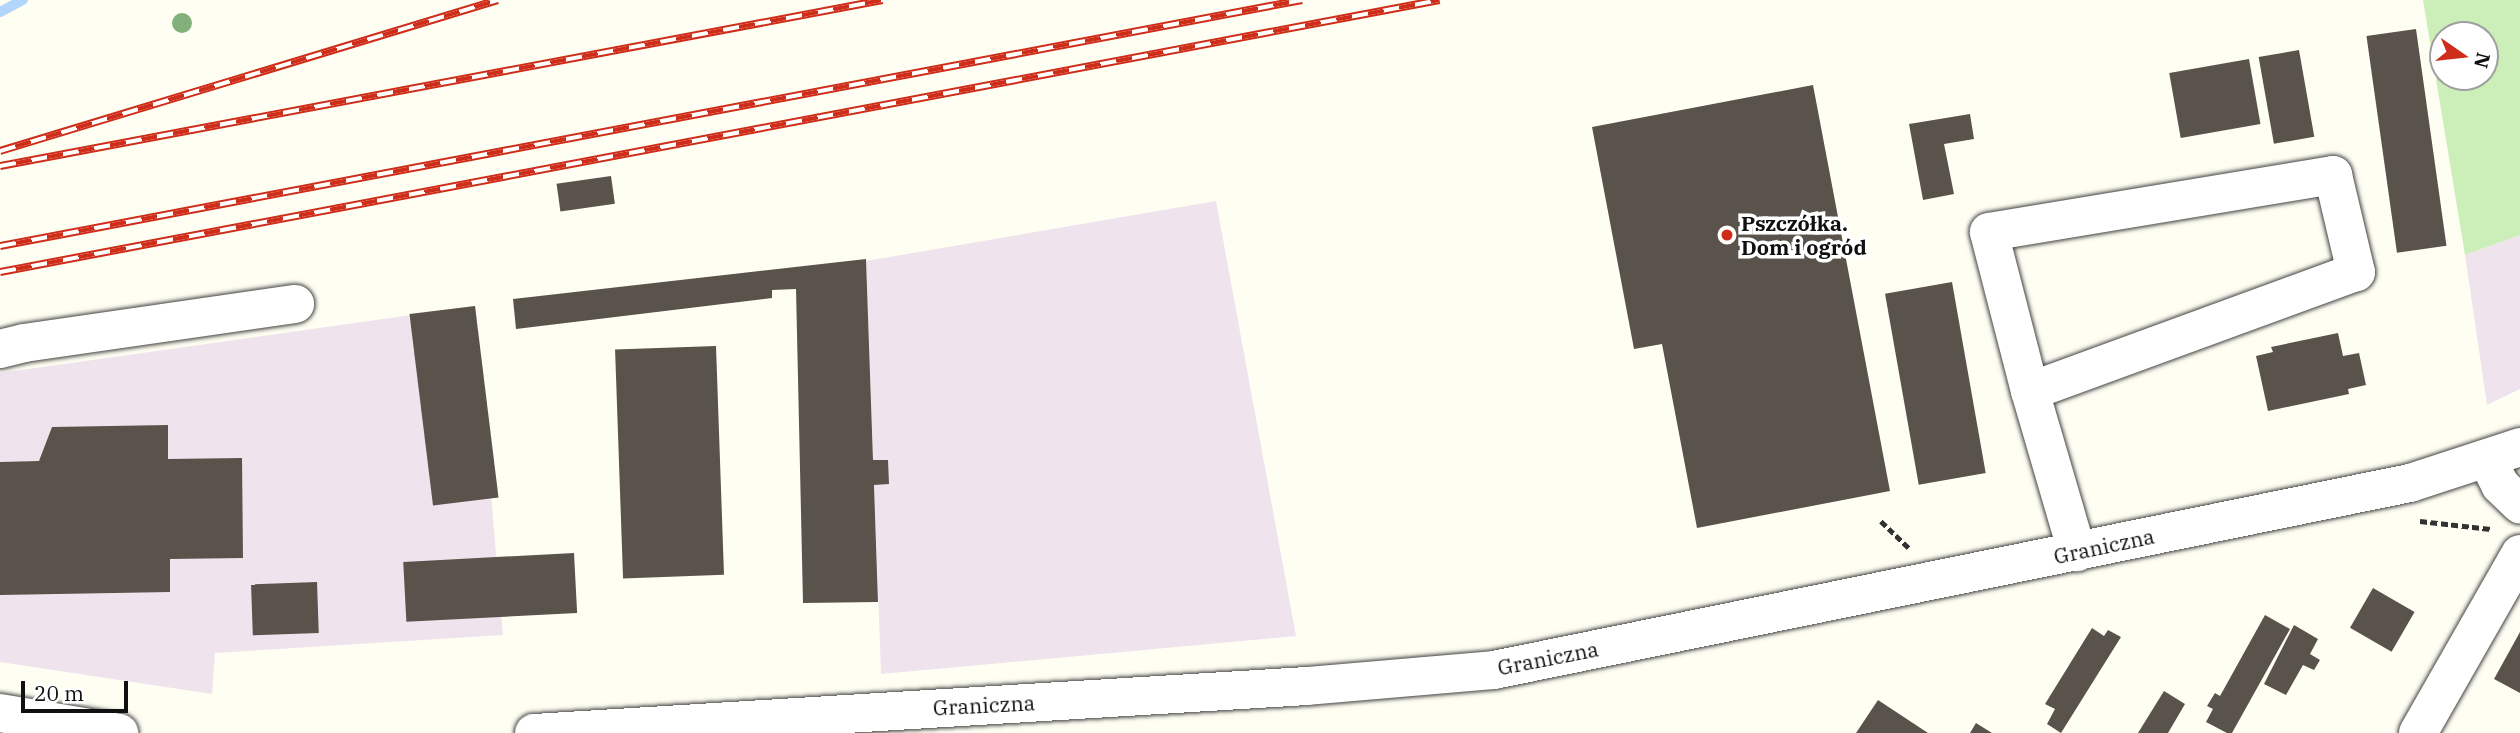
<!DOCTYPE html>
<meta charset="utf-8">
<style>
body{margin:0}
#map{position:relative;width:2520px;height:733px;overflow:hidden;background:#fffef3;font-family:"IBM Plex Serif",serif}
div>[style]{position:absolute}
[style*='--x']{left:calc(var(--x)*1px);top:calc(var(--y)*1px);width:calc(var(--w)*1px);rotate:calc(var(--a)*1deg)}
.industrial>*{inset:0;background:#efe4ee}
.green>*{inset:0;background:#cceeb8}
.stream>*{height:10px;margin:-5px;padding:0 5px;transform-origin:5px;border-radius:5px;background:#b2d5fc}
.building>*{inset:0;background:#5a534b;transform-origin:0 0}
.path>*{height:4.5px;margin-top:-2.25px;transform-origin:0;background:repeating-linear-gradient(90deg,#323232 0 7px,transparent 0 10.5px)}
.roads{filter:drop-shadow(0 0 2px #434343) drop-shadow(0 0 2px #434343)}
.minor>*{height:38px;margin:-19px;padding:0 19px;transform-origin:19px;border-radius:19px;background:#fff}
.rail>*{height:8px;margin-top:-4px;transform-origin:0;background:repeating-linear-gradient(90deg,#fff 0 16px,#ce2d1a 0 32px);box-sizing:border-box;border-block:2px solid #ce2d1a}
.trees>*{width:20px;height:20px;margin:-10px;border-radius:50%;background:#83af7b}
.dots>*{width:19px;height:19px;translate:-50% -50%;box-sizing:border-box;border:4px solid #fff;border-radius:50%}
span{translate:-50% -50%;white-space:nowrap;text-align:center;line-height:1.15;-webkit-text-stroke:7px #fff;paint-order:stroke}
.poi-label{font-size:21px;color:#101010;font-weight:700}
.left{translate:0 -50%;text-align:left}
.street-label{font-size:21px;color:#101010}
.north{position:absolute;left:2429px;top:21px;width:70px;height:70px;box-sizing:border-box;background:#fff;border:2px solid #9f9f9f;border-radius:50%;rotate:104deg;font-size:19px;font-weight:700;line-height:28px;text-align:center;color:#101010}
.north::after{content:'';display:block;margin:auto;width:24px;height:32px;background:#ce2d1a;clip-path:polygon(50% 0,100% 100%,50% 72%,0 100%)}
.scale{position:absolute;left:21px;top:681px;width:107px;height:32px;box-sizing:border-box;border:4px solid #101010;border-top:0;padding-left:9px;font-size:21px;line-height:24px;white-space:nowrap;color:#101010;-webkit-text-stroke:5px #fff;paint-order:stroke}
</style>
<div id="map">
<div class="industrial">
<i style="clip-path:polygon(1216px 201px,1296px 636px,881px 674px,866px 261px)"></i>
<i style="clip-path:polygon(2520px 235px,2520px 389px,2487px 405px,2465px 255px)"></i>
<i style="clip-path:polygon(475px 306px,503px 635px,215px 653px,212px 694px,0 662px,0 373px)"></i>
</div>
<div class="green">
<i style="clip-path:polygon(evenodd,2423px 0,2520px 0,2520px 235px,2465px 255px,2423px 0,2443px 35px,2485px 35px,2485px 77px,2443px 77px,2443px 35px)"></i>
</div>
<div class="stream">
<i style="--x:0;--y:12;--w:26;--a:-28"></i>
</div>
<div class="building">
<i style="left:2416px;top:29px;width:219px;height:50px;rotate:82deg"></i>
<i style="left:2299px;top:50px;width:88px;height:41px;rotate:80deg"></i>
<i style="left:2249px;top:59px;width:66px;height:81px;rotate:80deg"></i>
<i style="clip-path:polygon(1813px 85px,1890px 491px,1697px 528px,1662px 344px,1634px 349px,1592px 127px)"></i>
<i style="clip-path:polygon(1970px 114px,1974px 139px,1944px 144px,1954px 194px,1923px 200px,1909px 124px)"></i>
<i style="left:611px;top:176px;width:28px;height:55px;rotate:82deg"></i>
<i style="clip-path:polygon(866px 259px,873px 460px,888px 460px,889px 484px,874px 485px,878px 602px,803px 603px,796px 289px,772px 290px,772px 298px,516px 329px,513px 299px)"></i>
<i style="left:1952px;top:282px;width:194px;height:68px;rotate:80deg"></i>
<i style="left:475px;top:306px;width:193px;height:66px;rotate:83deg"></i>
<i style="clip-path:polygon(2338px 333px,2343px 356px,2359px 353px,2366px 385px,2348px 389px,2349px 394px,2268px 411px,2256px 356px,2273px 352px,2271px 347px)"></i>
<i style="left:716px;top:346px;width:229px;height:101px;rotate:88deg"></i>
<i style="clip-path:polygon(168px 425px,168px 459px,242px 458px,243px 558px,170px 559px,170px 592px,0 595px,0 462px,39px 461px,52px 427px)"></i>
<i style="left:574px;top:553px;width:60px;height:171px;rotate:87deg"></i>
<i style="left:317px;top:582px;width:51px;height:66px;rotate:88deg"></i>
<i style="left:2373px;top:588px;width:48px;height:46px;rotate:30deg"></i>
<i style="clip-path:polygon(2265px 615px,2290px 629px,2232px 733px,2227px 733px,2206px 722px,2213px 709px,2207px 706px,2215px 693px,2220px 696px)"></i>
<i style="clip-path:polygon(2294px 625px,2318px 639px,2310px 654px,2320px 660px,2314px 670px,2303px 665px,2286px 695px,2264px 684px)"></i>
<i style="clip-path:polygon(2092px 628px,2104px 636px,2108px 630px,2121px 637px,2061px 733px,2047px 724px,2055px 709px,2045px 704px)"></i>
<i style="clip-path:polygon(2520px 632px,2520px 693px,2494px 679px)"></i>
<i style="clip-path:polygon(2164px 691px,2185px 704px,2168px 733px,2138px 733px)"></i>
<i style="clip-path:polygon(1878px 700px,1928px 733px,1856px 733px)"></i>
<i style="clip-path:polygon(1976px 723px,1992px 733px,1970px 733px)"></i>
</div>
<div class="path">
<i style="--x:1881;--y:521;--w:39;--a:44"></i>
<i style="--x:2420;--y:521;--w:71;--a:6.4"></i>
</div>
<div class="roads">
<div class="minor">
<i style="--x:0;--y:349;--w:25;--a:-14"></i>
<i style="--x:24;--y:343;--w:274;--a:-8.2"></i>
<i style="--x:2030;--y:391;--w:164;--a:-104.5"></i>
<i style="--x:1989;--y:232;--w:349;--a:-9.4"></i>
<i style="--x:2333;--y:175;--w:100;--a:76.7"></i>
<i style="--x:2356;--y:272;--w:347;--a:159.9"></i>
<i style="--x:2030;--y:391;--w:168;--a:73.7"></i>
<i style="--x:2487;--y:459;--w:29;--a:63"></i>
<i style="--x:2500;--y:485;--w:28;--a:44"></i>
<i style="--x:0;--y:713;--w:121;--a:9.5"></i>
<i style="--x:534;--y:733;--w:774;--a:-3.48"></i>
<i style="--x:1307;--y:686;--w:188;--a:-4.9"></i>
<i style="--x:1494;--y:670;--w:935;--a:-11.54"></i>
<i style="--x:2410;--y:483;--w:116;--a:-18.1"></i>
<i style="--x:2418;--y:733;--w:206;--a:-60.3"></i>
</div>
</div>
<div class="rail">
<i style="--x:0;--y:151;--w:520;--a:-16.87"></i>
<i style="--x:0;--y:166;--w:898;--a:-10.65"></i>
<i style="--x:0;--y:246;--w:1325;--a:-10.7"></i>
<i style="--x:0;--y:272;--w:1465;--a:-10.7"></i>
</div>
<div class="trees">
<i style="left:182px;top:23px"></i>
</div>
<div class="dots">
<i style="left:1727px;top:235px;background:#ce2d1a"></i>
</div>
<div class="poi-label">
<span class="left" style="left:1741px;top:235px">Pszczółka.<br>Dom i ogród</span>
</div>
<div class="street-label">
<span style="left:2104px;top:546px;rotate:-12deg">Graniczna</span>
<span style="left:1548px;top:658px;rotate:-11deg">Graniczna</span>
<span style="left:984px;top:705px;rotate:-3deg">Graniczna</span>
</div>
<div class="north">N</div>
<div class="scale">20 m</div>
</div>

----

▸ WHAT THE EXERCISE ASKS: Take every line from the data above that holds "stream" and copy it out.

▸ RESPONSE BOX:
.stream>*{height:10px;margin:-5px;padding:0 5px;transform-origin:5px;border-radius:5px;background:#b2d5fc}
<div class="stream">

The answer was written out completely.